Following receipt of such notice, on January 13, 2022, the Company filed a complaint against MedMen and others in the Commercial Division of the Supreme Court of the State of New York (the “Court”), requesting specific performance that the transactions contemplated by the Investment Agreement must move forward, and such other relief as the Court may deem appropriate. The Company simultaneously moved for a temporary restraining order and preliminary injunction (the “Motion”) requiring MedMen to operate its New York business in the ordinary course of business and to refrain from any activities or transactions that might impair, encumber, or dissipate MedMen’s New York assets. The parties resolved the Motion via a “Stipulation and Order” entered by the Court on January 21, 2022 that required that MMNY operate only in compliance with the law and in a manner consistent with
49


its ordinary course of business that preserved all assets of MMNY. It further required MMNY to not take certain actions, including any actions that would have a material adverse effect on MedMen’s New York business. On March 27, 2023, the parties entered a further stipulation that modified the January 21, 2022 Stipulation and Order by lifting the Court’s prohibition against a sale or transfer of MMNY or its assets, without waiver of any claims that the Company might have in the event of such a transaction. That further stipulation modifying the January 21, 2022 Stipulation and Order was entered by the Court on August 1, 2023.
On January 24, 2022, MedMen filed counterclaims against the Company, alleging that Ascend had breached the Investment Agreement, and seeking declaratory relief that MedMen had properly terminated the Investment Agreement. On February 14, 2022, the Company moved to dismiss MedMen’s counterclaims and filed an amended complaint (the “First Amended Complaint”) that included additional claims against MedMen for breach of contract. The First Amended Complaint contained several causes of action, including for breach of contract and breach of the covenant of good faith and fair dealing. The First Amended Complaint sought damages in addition to continuing to seek injunctive and declaratory relief. On March 7, 2022, MedMen filed amended counterclaims, an answer, and affirmative defenses to the First Amended Complaint. On March 28, 2022, the Company moved to dismiss MedMen’s amended counterclaims. On April 20, 2022, the parties entered into a stipulation extending the time for MedMen to oppose the Company’s motion to dismiss until May 5, 2022. In addition, the parties agreed to stay all discovery, including both party and non-party discovery. On May 5, 2022, the parties filed another stipulation order with the Court adjourning until further notice from the Court MedMen’s time to oppose the Company’s motion to dismiss MedMen’s amended counterclaims.
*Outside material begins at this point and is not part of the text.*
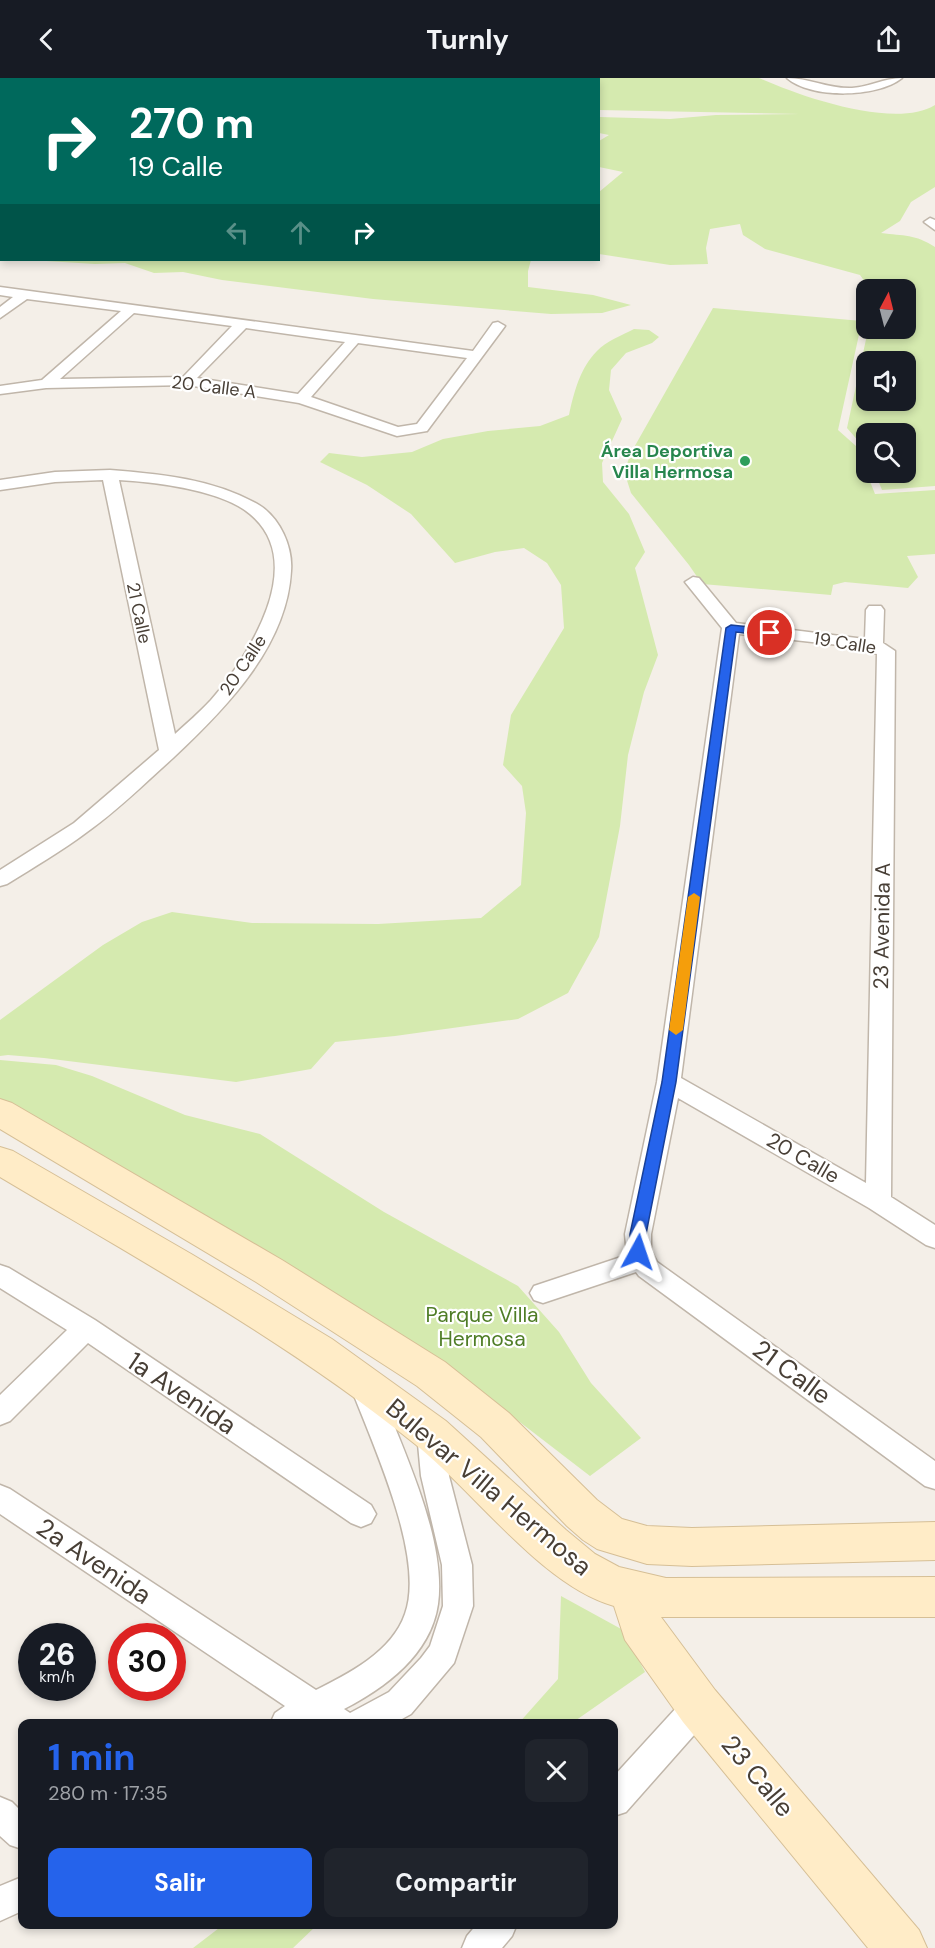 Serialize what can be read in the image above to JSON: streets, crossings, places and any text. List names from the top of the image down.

The parties again stipulated that all discovery remains stayed pending further order from the Court.
On May 10, 2022, the Company and MedMen signed a term sheet (the “Term Sheet”), pursuant to which the parties agreed to use best efforts to enter into a settlement agreement and enter into new or amended transactional documents. Specifically, if consummated, the agreements contemplated by the Term Sheet would have entailed, among other things, the Company paying MedMen $15,000 in additional transaction consideration, and MedMen withdrawing its counterclaims against the Company. Per the amended transaction terms contemplated in the Term Sheet, upon closing, the Company would have received a 99.99% controlling interest in MMNY and the Company would have paid MedMen $74,000, which reflected the original transaction consideration plus an additional $11,000 per the parties’ Term Sheet, less a $4,000 deposit that the Company already paid.
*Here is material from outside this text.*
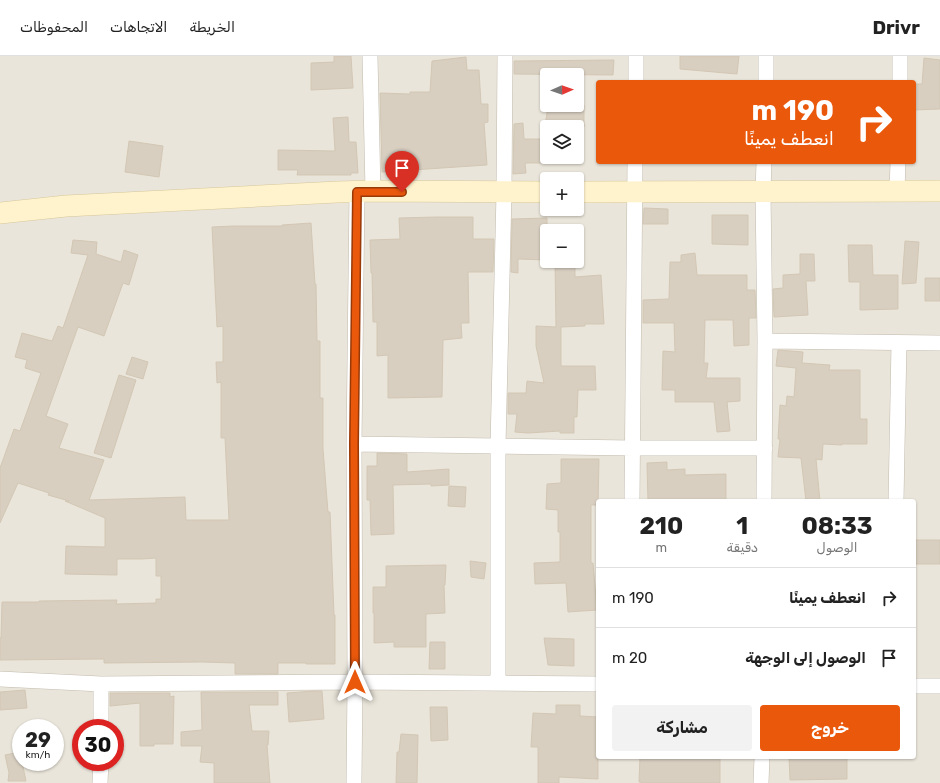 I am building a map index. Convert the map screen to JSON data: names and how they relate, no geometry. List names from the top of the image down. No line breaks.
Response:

The amended transaction terms contemplated in the Term Sheet also would have required MedMen to provide a representation and warranty that the status of the MMNY assets had not materially changed since December 31, 2021 and an acknowledgement that the representations and warranties from the Investment Agreement would survive for three months after the closing of the contemplated transactions. However, after the Company determined that MedMen could not make or provide the representations and warranties that MedMen would have been required to make as part of the contemplated transactions, the Company determined that it no longer intended to consummate the contemplated transactions.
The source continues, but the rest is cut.